◆ TASK BRIEF: All of the entries are to be written out again verbatim.

◆ RECORDS SUPPLIED:

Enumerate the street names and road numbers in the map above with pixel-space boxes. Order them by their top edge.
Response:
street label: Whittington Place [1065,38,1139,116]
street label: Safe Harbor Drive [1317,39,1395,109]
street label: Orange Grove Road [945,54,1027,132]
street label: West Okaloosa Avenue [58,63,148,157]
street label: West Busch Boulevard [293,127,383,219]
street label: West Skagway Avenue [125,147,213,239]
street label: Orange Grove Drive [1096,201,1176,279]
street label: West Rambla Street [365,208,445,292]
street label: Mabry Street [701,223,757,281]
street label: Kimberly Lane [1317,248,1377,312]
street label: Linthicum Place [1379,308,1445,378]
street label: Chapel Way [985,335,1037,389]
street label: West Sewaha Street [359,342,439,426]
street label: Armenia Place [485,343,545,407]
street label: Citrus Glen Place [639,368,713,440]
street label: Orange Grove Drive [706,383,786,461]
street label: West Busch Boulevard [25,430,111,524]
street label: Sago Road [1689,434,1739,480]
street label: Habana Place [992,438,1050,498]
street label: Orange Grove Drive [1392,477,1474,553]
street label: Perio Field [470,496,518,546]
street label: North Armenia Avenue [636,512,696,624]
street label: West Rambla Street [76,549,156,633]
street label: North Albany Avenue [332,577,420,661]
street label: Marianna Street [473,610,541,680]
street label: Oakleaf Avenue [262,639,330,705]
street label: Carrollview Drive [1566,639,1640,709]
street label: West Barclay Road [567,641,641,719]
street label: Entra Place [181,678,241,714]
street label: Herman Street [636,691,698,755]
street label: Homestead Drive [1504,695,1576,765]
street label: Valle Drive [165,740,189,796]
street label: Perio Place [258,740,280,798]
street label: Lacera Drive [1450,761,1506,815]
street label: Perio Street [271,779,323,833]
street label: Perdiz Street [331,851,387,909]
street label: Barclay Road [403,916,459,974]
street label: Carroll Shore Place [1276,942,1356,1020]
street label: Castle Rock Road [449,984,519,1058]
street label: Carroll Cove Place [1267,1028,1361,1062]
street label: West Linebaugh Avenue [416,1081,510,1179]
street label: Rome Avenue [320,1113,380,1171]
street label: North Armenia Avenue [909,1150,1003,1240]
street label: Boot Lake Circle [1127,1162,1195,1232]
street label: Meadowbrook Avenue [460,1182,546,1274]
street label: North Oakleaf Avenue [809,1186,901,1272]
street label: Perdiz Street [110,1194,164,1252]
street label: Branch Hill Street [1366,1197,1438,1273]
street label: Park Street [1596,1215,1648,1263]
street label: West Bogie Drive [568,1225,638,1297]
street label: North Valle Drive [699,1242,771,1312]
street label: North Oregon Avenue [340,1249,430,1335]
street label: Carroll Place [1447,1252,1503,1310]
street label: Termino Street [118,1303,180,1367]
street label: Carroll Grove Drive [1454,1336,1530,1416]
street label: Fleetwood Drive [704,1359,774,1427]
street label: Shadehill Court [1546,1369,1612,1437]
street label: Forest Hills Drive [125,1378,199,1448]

◆ SOLUTION TO THIS EXERCISE:
Enumerate the street names and road numbers in the map above with pixel-space boxes. Order them by their top edge.
Response:
street label: Whittington Place [1065,38,1139,116]
street label: Safe Harbor Drive [1317,39,1395,109]
street label: Orange Grove Road [945,54,1027,132]
street label: West Okaloosa Avenue [58,63,148,157]
street label: West Busch Boulevard [293,127,383,219]
street label: West Skagway Avenue [125,147,213,239]
street label: Orange Grove Drive [1096,201,1176,279]
street label: West Rambla Street [365,208,445,292]
street label: Mabry Street [701,223,757,281]
street label: Kimberly Lane [1317,248,1377,312]
street label: Linthicum Place [1379,308,1445,378]
street label: Chapel Way [985,335,1037,389]
street label: West Sewaha Street [359,342,439,426]
street label: Armenia Place [485,343,545,407]
street label: Citrus Glen Place [639,368,713,440]
street label: Orange Grove Drive [706,383,786,461]
street label: West Busch Boulevard [25,430,111,524]
street label: Sago Road [1689,434,1739,480]
street label: Habana Place [992,438,1050,498]
street label: Orange Grove Drive [1392,477,1474,553]
street label: Perio Field [470,496,518,546]
street label: North Armenia Avenue [636,512,696,624]
street label: West Rambla Street [76,549,156,633]
street label: North Albany Avenue [332,577,420,661]
street label: Marianna Street [473,610,541,680]
street label: Oakleaf Avenue [262,639,330,705]
street label: Carrollview Drive [1566,639,1640,709]
street label: West Barclay Road [567,641,641,719]
street label: Entra Place [181,678,241,714]
street label: Herman Street [636,691,698,755]
street label: Homestead Drive [1504,695,1576,765]
street label: Valle Drive [165,740,189,796]
street label: Perio Place [258,740,280,798]
street label: Lacera Drive [1450,761,1506,815]
street label: Perio Street [271,779,323,833]
street label: Perdiz Street [331,851,387,909]
street label: Barclay Road [403,916,459,974]
street label: Carroll Shore Place [1276,942,1356,1020]
street label: Castle Rock Road [449,984,519,1058]
street label: Carroll Cove Place [1267,1028,1361,1062]
street label: West Linebaugh Avenue [416,1081,510,1179]
street label: Rome Avenue [320,1113,380,1171]
street label: North Armenia Avenue [909,1150,1003,1240]
street label: Boot Lake Circle [1127,1162,1195,1232]
street label: Meadowbrook Avenue [460,1182,546,1274]
street label: North Oakleaf Avenue [809,1186,901,1272]
street label: Perdiz Street [110,1194,164,1252]
street label: Branch Hill Street [1366,1197,1438,1273]
street label: Park Street [1596,1215,1648,1263]
street label: West Bogie Drive [568,1225,638,1297]
street label: North Valle Drive [699,1242,771,1312]
street label: North Oregon Avenue [340,1249,430,1335]
street label: Carroll Place [1447,1252,1503,1310]
street label: Termino Street [118,1303,180,1367]
street label: Carroll Grove Drive [1454,1336,1530,1416]
street label: Fleetwood Drive [704,1359,774,1427]
street label: Shadehill Court [1546,1369,1612,1437]
street label: Forest Hills Drive [125,1378,199,1448]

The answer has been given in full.